Debütant Reitman zeigt vor nichts und niemandem Respekt. Liberale Politiker (William H. Macy als "Käse-Gouverneur" von Vermont) kriegen in Thank you for Smoking ebenso ihr Fett weg wie die Hollywood-Exekutive, für die ein sichtlich gut aufgelegter Rob Lowe die Rampensau gibt. Nicht nur Nick, alle scheinen bei Reitman wie umnebelt von der eigenen Großmannsucht. "Wir verkaufen keine Tic Tacs", erklärt Nicks Vorgesetzter (J.K. Simmons) beim Briefing, "wir verkaufen Zigaretten. Und die sind cool, verfügbar und machen abhängig. Der Job erledigt sich eigentlich wie von selbst." Im Grunde ist der ganze Film ein solches sich selbst erhaltenes System. Wie Adrenalinstöße putschen die andauernden Pointen die Stimmung hoch, bis niemand mehr zu wissen scheint, was die ganze Aufregung überhaupt soll - und wo in diesem Krieg eigentlich die Fronten verlaufen. Bald hangelt sich Thank you for Smoking von einem denkwürdigen Dialog zum nächsten, ohne sich noch darum kümmern zu müssen, die einzelnen Episoden zu einem sinnvollen Ganzen zu verbinden.

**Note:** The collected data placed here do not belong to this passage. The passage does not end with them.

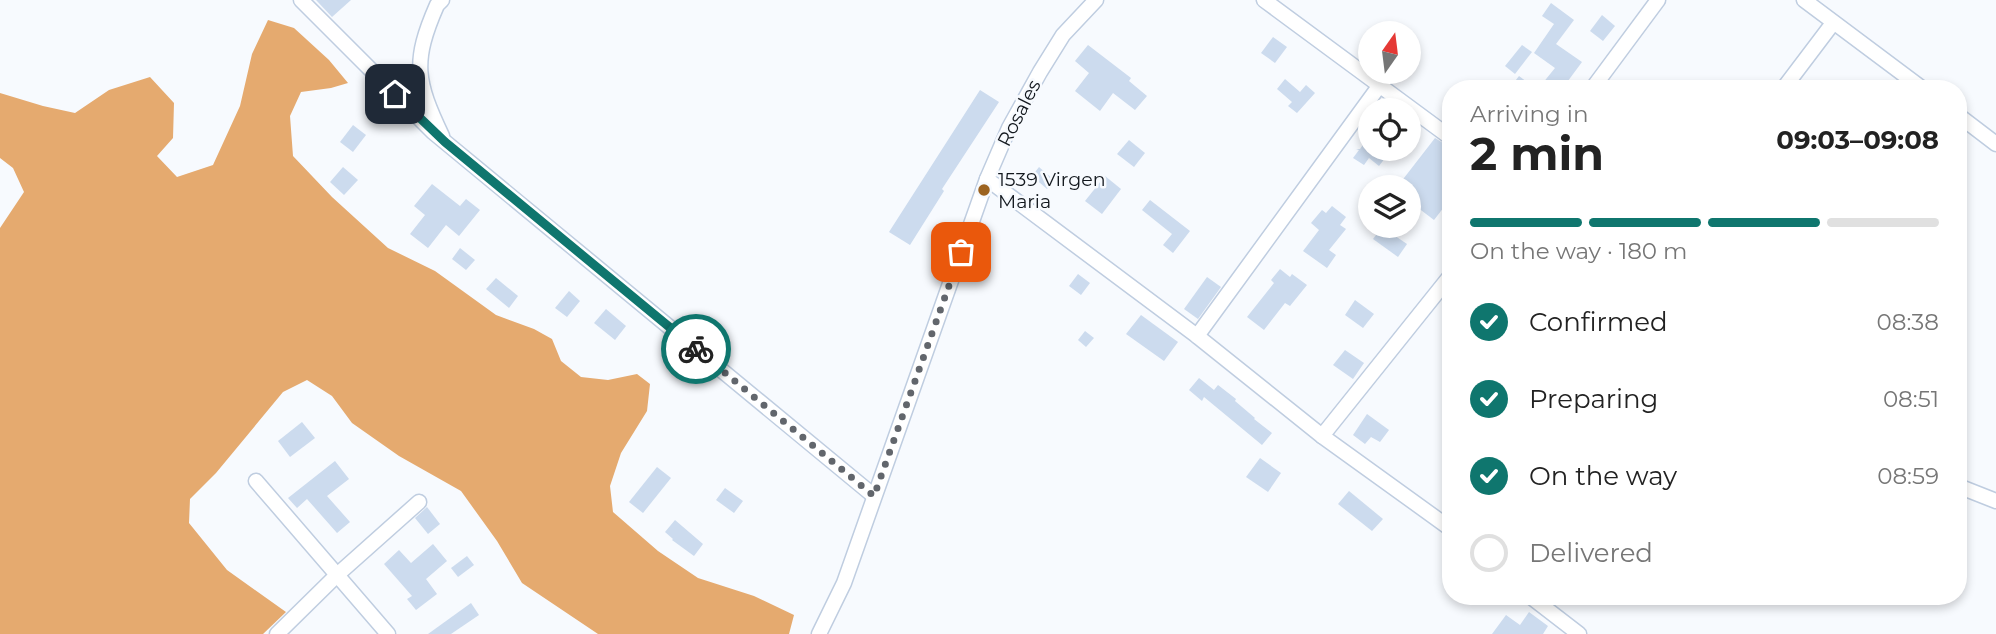 <!DOCTYPE html>
<html lang="en">
<head>
<meta charset="utf-8">
<style>
  body { margin:0; font-family:Montserrat,sans-serif; background:#f6f6f6; color:#222; height:100vh; display:flex; flex-direction:column; font-size:26px; white-space:nowrap }
  * { box-sizing:border-box; margin:0 }
  p { font-size:23px; color:#767676 }
  .icon { flex:none; width:38px; height:38px; fill:none; stroke:currentColor; stroke-width:2; stroke-linecap:round; stroke-linejoin:round }
  .map { position:relative; flex:1; overflow:hidden }
  .side { position:absolute; left:1442px; top:80px; width:525px; height:525px; display:flex; flex-direction:column; background:#fff; border-radius:28px; box-shadow:0 4px 10px #0003 }
  .side>* { flex:none }
  .needle { width:46px; rotate:14deg }
  .controls { position:absolute; left:1358px; top:21px; display:grid; gap:14px }
  .controls a { display:grid; place-items:center; width:63px; height:63px; border-radius:50%; background:#fff; box-shadow:0 4px 10px #0003; font-size:35px }
  .pin { position:absolute; display:grid; place-items:center; width:60px; height:60px; color:#fff; margin:-30px; border-radius:14px; box-shadow:0 4px 10px #0006 }
  .courier { position:absolute; display:grid; place-items:center; width:70px; height:70px; margin:-35px; border:5px solid #0f766e; border-radius:50%; background:#fff; color:#222; box-shadow:0 2px 9px #0007 }
  .summary em { font-style:normal; font-weight:700 }
  .summary div { display:flex; flex-direction:column-reverse }
  .summary { display:flex; align-items:center; justify-content:space-between; height:119px; padding:0 28px }
  h1 { font-size:46px; font-weight:700; line-height:52px }
  .bar { display:grid; grid-template-columns:repeat(4,1fr); gap:10px 7px; align-content:center; height:84px; padding:0 28px }
  .bar i { height:9px; border-radius:5px; background:#e0e0e0 }
  .bar .on { background:#0f766e }
  .bar p { grid-column:span 4 }
  ol { padding:0 28px; list-style:none }
  li { display:flex; align-items:center; gap:21px; height:77px }
  li p { margin-inline-start:auto }
  li .icon { padding:7px; border-radius:50%; background:#0f766e; color:#fff; stroke-width:4 }
  li:last-child { color:#767676 }
  li i { width:38px; height:38px; border:4px solid #e0e0e0; border-radius:50% }
  .map>svg:first-child { display:block }
  .forest { fill:#e5aa6f }
  .building { fill:#ccdbee }
  .lines { fill:none; stroke-linecap:round; stroke-linejoin:round }
  .minor-casing { stroke:#bfcde0; stroke-width:17 }
  .minor { stroke:#fff; stroke-width:14 }
  .done { stroke:#62666c; stroke-width:7; stroke-dasharray:0 12.6 }
  .route { stroke:#0f766e; stroke-width:9 }
  .poi-dot { fill:#9c6320; stroke:#f7fafe; stroke-width:2.5 }
  .labels { text-anchor:middle; dominant-baseline:central; stroke-width:5; stroke-linejoin:round; paint-order:stroke }
  .street-label { font-size:19px; fill:#12171d; stroke:#f7fafe }
  .poi-label { font-size:19px; fill:#12171d; stroke:#f7fafe; text-anchor:start }
</style>
</head>
<body>
<div class="map">
<svg width="1996" height="634" viewBox="0 0 1996 634">
  <rect width="100%" height="100%" fill="#f7fafe"/>
  <path class="forest" d="M268,20L294,28L329,60L348,83L331,88L301,92L290,116L293,156L332,197L388,248L435,271L496,315L534,329L552,339L561,361L581,377L608,380L637,374L650,384L647,411L621,453L610,486L613,512L658,551L698,578L754,596L794,615L789,634H598L522,583L497,541L461,491L399,456L352,423L332,396L307,380L283,392L216,473L190,499L189,523L227,570L286,612L263,634H0V228L24,192L13,168L0,158V93L43,106L75,113L109,90L150,77L174,103L173,138L157,156L177,177L213,165L240,106L252,54Z"/>
  <g class="building">
    <path d="M316,0H351L332,17Z"/>
    <path d="M1551,3L1574,20L1556,44L1582,62L1562,89H1538L1555,68L1534,53L1554,24L1542,16Z"/>
    <path d="M1602,15L1615,26L1603,41L1590,31Z"/>
    <path d="M1273,37L1287,47L1275,63L1261,53Z"/>
    <path d="M1088,45L1131,78L1129,81L1147,96L1135,110L1113,93L1100,111L1075,91L1089,73L1075,61Z"/>
    <path d="M1522,45L1532,52L1515,74L1505,66Z"/>
    <path d="M1519,76L1536,89H1509Z"/>
    <path d="M1285,79L1300,92L1306,85L1315,93L1297,113L1288,106L1292,102L1277,89Z"/>
    <path d="M980,90L999,102L942,189L944,191L910,245L889,232Z"/>
    <path d="M353,125L366,135L353,152L340,142Z"/>
    <path d="M1370,135V149H1392L1379,166L1369,158L1364,165L1353,158L1359,150L1356,149H1360Z"/>
    <path d="M1435,138L1451,148V198L1434,220L1409,201V187H1397Z"/>
    <path d="M1129,140L1145,153L1134,167L1117,154Z"/>
    <path d="M343,167L358,180L344,195L330,182Z"/>
    <path d="M1039,167L1054,180L1047,189L1032,176Z"/>
    <path d="M1105,176L1121,189L1102,214L1085,201Z"/>
    <path d="M432,184L460,206L466,199L480,210L459,236L446,225L428,248L410,234L425,215L414,206Z"/>
    <path d="M1150,200L1190,231L1173,253L1163,245L1172,234L1142,210Z"/>
    <path d="M1332,206L1346,217L1340,225L1346,229L1329,250L1336,255L1327,268L1303,251L1319,230L1311,223L1322,210L1326,213Z"/>
    <path d="M1382,227L1407,244L1398,257L1373,239Z"/>
    <path d="M460,248L475,260L466,270L452,259Z"/>
    <path d="M1280,269L1290,277L1292,274L1307,285L1290,306L1285,303L1264,330L1247,317L1274,283L1271,280Z"/>
    <path d="M1078,274L1090,283L1081,295L1069,286Z"/>
    <path d="M1207,277L1221,287L1198,319L1184,309Z"/>
    <path d="M496,278L518,296L509,308L486,289Z"/>
    <path d="M569,291L580,301L567,317L555,308Z"/>
    <path d="M1355,300L1374,314L1363,328L1345,315Z"/>
    <path d="M606,309L626,326L615,340L594,323Z"/>
    <path d="M1141,315L1178,342L1164,361L1126,334Z"/>
    <path d="M1085,331L1094,338L1086,347L1078,340Z"/>
    <path d="M1345,350L1364,363L1353,379L1333,365Z"/>
    <path d="M1199,378L1214,390L1218,385L1236,399L1235,401L1255,418L1254,419L1272,433L1262,445L1204,397L1202,401L1189,390Z"/>
    <path d="M1367,414L1389,430L1380,442L1371,437L1365,444L1353,435Z"/>
    <path d="M302,422L315,438L290,457L278,441Z"/>
    <path d="M1260,458L1281,473L1268,492L1246,477Z"/>
    <path d="M335,461L349,479L327,496L350,522L337,533L307,499L297,508L288,498Z"/>
    <path d="M657,467L671,478L643,513L629,502Z"/>
    <path d="M725,488L743,501L734,513L716,500Z"/>
    <path d="M1349,491L1383,519L1372,531L1338,504Z"/>
    <path d="M427,507L440,524L428,534L415,518Z"/>
    <path d="M675,520L703,544L694,556L672,540L673,539L665,532Z"/>
    <path d="M433,544L447,561L426,579L437,594L416,610L407,599L412,596L384,564L399,550L411,563Z"/>
    <path d="M467,556L474,565L458,577L451,568Z"/>
    <path d="M471,603L479,615L451,634H428Z"/>
    <path d="M1529,612L1548,626L1543,634H1492L1506,615L1520,625Z"/>
  </g>
  <g class="lines">
    <g class="minor-casing">
      <g id="minor">
        <path d="M301,0L433,132L874,496"/>
        <path d="M442,0L437,5C412,62 416,81 442,136"/>
        <path d="M1264,0L1451,138"/>
        <path d="M1804,0L1923,89"/>
        <path d="M1592,89L1658,0"/>
        <path d="M1783,89L1833,23"/>
        <path d="M1958,115L1996,144"/>
        <path d="M987,179L1197,336L1322,436L1451,529"/>
        <path d="M1197,336L1380,85"/>
        <path d="M1322,436L1451,275"/>
        <path d="M256,481L388,634"/>
        <path d="M1958,486L1996,501"/>
        <path d="M1531,597L1579,634"/>
        <path d="M277,634L337,575L419,502"/>
        <path d="M819,634L844,583L987,179L1009,128L1040,72L1063,35L1096,0"/>
      </g>
    </g>
    <use href="#minor" class="minor"/>
  </g>
  <g class="lines">
    <path class="done" d="M696,349L874,496L961,252"/>
    <path class="route" d="M395,94L445,142L696,349"/>
  </g>
  <circle class="poi-dot" cx="984" cy="190" r="7"/>
  <g class="labels">
    <g class="street-label">
      <text transform="translate(1019 113) rotate(-63)">Rosales</text>
    </g>
    <g class="poi-label">
      <text x="998" y="179">1539 Virgen<tspan x="998" dy="22">Maria</tspan></text>
    </g>
  </g>
</svg>
<div class="controls">
<a><svg class="needle" viewBox="-14 -14 28 28"><path d="M0-13l5 13h-10z" fill="#e53935"/><path d="M0 13l5-13h-10z" fill="#767676"/></svg></a>
<a><svg class="icon" aria-label="locate" viewBox="0 0 24 24"><circle cx="12" cy="12" r="6"/><path d="M12 2v4M12 18v4M2 12h4M18 12h4"/></svg></a>
<a><svg class="icon" aria-label="layers" viewBox="0 0 24 24"><path d="M12 4l9 5-9 5-9-5zM3 14l9 5 9-5"/></svg></a>
</div>
<div class="pin" style="left:961px;top:252px;background:#ea580c"><svg class="icon" aria-label="bag" viewBox="0 0 24 24"><path d="M5 8h14l-1 12H6zM9 8a3 3 0 0 1 6 0"/></svg></div>
<div class="pin" style="left:395px;top:94px;background:#1f2937"><svg class="icon" aria-label="home" viewBox="0 0 24 24"><path d="M3 11l9-7 9 7M6 9v11h12V9"/></svg></div>
<div class="courier" style="left:696px;top:349px"><svg class="icon" aria-label="bike" viewBox="0 0 24 24"><circle cx="6" cy="16" r="4"/><circle cx="18" cy="16" r="4"/><path d="M6 16l4-8h5l3 8M10 8l3 8H6M13 5h3"/></svg></div>
<section class="side">
<div class="summary"><div><h1>2 min</h1><p>Arriving in</p></div><em>09:03–09:08</em></div>
<div class="bar"><i class="on"></i><i class="on"></i><i class="on"></i><i></i><p>On the way · 180 m</p></div>
<ol>
<li><svg class="icon" aria-label="check" viewBox="0 0 24 24"><path d="M5 12l5 5 9-10"/></svg>Confirmed<p>08:38</p></li>
<li><svg class="icon" aria-label="check" viewBox="0 0 24 24"><path d="M5 12l5 5 9-10"/></svg>Preparing<p>08:51</p></li>
<li><svg class="icon" aria-label="check" viewBox="0 0 24 24"><path d="M5 12l5 5 9-10"/></svg>On the way<p>08:59</p></li>
<li><i></i>Delivered</li>
</ol>
</section>
</div>
</body>
</html>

So ist Thank you for Smoking nicht ganz der große satirische Wurf geworden, als der er sich mit jeder gepfefferten Dialogszene geriert - dafür spielt Reitman zu sehr nach den Regeln des tolerierten Normübertritts, den Hollywood sich besser als jede andere Branche verinnerlicht hat. Seine politisch-unkorrekte Kaltschnäuzigkeit bleibt genauso Pose wie der bissige Tonfall. Anders lässt sich nicht erklären, warum in Thank you for Smoking nicht eine einzige Zigarette angezündet wird - sei es so aus Genuss, oder einfach nur, weil´s gut aussieht. So weit scheint Reitman seiner Prämisse doch wieder nicht über den Weg zu trauen. Selbst Nick, der spin doctor, hat dem Rauchen öffentlich entsagt. Und ganz ehrlich: Von so einem würde man eine Kippe doch nicht mal geschenkt haben wollen.